• Skip to primary navigation
  • Skip to main content

Luc Russell

Data Engineering and Full Stack Development

  • Home
  • Blog

Consuming from nsq to Hadoop HDFS with Apache Flume

10/25/2018 by Luc

I was working on a prototype for consuming from nsq to the Hadoop HDFS file system with Apache Flume. I couldn’t find much information, so I made a small project.

Below are a few extra notes about nsq and the project.

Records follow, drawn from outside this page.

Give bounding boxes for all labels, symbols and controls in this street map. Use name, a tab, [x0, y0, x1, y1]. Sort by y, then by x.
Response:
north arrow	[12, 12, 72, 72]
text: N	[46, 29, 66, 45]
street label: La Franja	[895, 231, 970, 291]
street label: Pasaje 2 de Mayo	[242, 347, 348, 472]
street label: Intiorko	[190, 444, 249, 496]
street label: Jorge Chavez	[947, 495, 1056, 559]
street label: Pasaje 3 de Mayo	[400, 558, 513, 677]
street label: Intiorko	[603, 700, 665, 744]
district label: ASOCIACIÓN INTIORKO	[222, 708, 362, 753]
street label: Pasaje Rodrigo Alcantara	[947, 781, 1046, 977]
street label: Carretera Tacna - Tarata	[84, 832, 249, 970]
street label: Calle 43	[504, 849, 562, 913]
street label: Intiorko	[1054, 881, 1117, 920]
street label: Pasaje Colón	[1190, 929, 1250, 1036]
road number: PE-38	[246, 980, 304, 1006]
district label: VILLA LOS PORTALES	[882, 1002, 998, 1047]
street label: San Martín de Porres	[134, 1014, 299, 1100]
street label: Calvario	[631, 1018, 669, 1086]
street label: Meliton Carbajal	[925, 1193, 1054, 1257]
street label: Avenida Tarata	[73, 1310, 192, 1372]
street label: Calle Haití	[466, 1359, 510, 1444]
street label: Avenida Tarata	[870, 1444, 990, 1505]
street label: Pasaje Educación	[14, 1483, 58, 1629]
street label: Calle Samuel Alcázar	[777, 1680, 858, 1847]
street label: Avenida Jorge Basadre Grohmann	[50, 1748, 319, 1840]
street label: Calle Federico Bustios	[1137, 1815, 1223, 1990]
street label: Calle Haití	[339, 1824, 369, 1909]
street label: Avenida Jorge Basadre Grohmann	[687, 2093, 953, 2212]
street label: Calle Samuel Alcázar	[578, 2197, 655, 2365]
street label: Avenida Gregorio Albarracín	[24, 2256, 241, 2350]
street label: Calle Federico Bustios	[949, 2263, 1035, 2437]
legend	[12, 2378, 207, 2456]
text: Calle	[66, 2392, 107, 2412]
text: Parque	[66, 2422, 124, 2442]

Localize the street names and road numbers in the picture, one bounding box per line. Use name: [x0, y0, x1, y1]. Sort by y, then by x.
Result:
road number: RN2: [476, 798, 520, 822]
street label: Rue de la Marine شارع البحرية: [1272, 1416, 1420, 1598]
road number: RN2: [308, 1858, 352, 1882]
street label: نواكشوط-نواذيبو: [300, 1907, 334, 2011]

  • docker-flume/Dockerfile builds a container which includes Flume, nsq and Hadoop core necessary for persisting files to HDFS
  • In order to be able to quickly modify some files in the built docker container, some extra paths are mapped in the docker-compose.yml:
    • Adding the start-flume.sh script allows updating the classpath to quickly add libraries and restart the container.
    • Adding the flume/flume.conf path means the flume config can be adjusted and the container restarted, without requiring a container rebuild.
  • In flume.conf docker.sources.r1.command specifies nsq_tail. While this is a quick way to consume from nsq, it is possibly not a reliable technique to use in a production environment.
  • nsq doesn’t appear to have a mechanism for resuming from an offset, like Kafka. This means there could be gaps in data if a consumer goes down and comes back up. In this sense, nsq has similarities to high volume messaging systems like RabbitMQ or ZeroMQ, which provide fewer message durability guarantees than Kafka.

Share this:

  • Share
  • Click to share on LinkedIn (Opens in new window)
  • Click to share on Twitter (Opens in new window)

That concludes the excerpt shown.